What this task involves:
Check every line of the data below for the word "Ottsjövägen", then give only the number of lines that have it.

(Collected data)

# # # # # # #

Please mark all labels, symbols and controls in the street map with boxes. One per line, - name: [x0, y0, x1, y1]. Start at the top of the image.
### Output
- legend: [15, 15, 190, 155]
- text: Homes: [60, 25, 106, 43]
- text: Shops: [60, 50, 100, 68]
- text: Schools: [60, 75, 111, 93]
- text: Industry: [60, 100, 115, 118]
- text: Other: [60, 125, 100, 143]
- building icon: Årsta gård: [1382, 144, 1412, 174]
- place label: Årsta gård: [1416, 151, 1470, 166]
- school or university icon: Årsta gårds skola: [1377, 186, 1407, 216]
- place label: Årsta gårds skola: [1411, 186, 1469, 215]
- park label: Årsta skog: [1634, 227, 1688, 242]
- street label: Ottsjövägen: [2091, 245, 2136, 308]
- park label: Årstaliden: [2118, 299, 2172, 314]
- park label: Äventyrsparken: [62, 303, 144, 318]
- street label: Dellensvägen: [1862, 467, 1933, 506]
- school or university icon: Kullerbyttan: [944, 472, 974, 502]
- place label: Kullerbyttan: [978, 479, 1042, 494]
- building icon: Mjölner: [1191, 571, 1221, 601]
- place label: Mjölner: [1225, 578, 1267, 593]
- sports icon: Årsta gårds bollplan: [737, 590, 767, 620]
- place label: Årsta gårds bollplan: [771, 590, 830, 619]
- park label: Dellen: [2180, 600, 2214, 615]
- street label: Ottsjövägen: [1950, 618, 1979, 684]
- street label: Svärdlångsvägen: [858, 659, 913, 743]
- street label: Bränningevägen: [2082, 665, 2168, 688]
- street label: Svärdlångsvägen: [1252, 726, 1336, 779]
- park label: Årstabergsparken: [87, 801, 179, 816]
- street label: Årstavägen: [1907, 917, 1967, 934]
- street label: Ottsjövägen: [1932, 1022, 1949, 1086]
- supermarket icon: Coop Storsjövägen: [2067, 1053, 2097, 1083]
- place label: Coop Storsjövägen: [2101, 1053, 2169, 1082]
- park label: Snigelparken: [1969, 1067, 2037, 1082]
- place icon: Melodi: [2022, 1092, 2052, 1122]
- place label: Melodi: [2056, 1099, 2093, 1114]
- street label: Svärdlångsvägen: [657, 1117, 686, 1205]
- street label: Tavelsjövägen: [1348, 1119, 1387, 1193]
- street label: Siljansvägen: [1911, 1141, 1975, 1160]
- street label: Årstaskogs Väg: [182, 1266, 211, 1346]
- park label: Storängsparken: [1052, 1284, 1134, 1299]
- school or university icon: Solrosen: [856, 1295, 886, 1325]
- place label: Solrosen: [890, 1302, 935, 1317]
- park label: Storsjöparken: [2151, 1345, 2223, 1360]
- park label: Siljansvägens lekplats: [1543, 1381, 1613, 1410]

# # # # # # #

Answer box:
3